(What is being asked) Write out each record in full and exactly as given. Skip any pictures.

(Stored data entries)
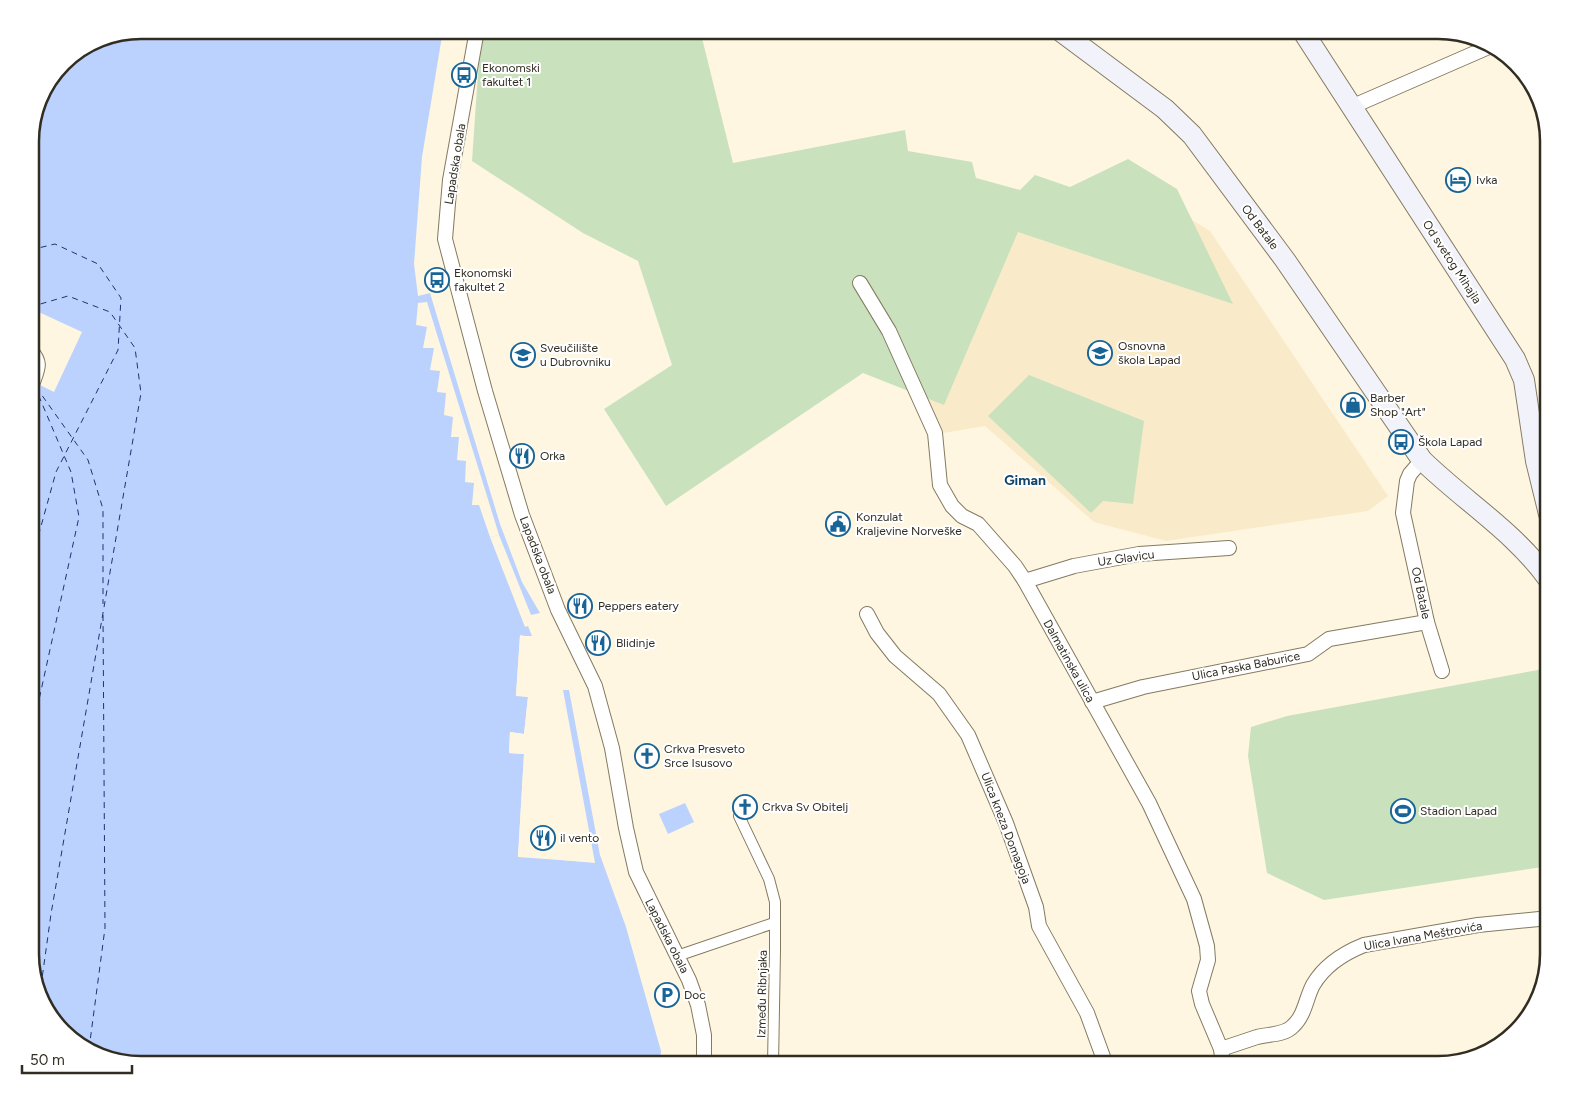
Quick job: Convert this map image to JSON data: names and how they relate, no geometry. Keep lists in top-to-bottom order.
{
  "streets": {
    "main road": ["Od Batale", "Od svetog Mihajla"],
    "street": [
      "Lapadska obala",
      "Uz Glavicu",
      "Dalmatinska ulica",
      "Ulica Paska Baburice",
      "Ulica kneza Domagoja",
      "Ulica Ivana Meštrovića",
      "Između Ribnjaka"
    ]
  },
  "crossings": [
    ["Od Batale", "Ulica Paska Baburice"],
    ["Uz Glavicu", "Dalmatinska ulica"],
    ["Dalmatinska ulica", "Ulica Paska Baburice"],
    ["Dalmatinska ulica", "Ulica Ivana Meštrovića"]
  ],
  "districts": ["Giman"],
  "places": {
    "bus stop": ["Ekonomski fakultet 1", "Ekonomski fakultet 2", "Škola Lapad"],
    "hotel": ["Ivka"],
    "school or university": ["Osnovna škola Lapad", "Sveučilište u Dubrovniku"],
    "shop": ["Barber Shop \"Art\""],
    "restaurant": [
      "Orka",
      "Peppers eatery",
      "Blidinje",
      "il vento"
    ],
    "public building": ["Konzulat Kraljevine Norveške"],
    "church": ["Crkva Presveto Srce Isusovo", "Crkva Sv Obitelj"],
    "sports": ["Stadion Lapad"],
    "parking": ["Doc"]
  },
  "scale_bar": "50 m"
}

(Result of the exercise)
Quick job: Convert this map image to JSON data: names and how they relate, no geometry. Keep lists in top-to-bottom order.
{
  "streets": {
    "main road": ["Od Batale", "Od svetog Mihajla"],
    "street": [
      "Lapadska obala",
      "Uz Glavicu",
      "Dalmatinska ulica",
      "Ulica Paska Baburice",
      "Ulica kneza Domagoja",
      "Ulica Ivana Meštrovića",
      "Između Ribnjaka"
    ]
  },
  "crossings": [
    ["Od Batale", "Ulica Paska Baburice"],
    ["Uz Glavicu", "Dalmatinska ulica"],
    ["Dalmatinska ulica", "Ulica Paska Baburice"],
    ["Dalmatinska ulica", "Ulica Ivana Meštrovića"]
  ],
  "districts": ["Giman"],
  "places": {
    "bus stop": ["Ekonomski fakultet 1", "Ekonomski fakultet 2", "Škola Lapad"],
    "hotel": ["Ivka"],
    "school or university": ["Osnovna škola Lapad", "Sveučilište u Dubrovniku"],
    "shop": ["Barber Shop \"Art\""],
    "restaurant": [
      "Orka",
      "Peppers eatery",
      "Blidinje",
      "il vento"
    ],
    "public building": ["Konzulat Kraljevine Norveške"],
    "church": ["Crkva Presveto Srce Isusovo", "Crkva Sv Obitelj"],
    "sports": ["Stadion Lapad"],
    "parking": ["Doc"]
  },
  "scale_bar": "50 m"
}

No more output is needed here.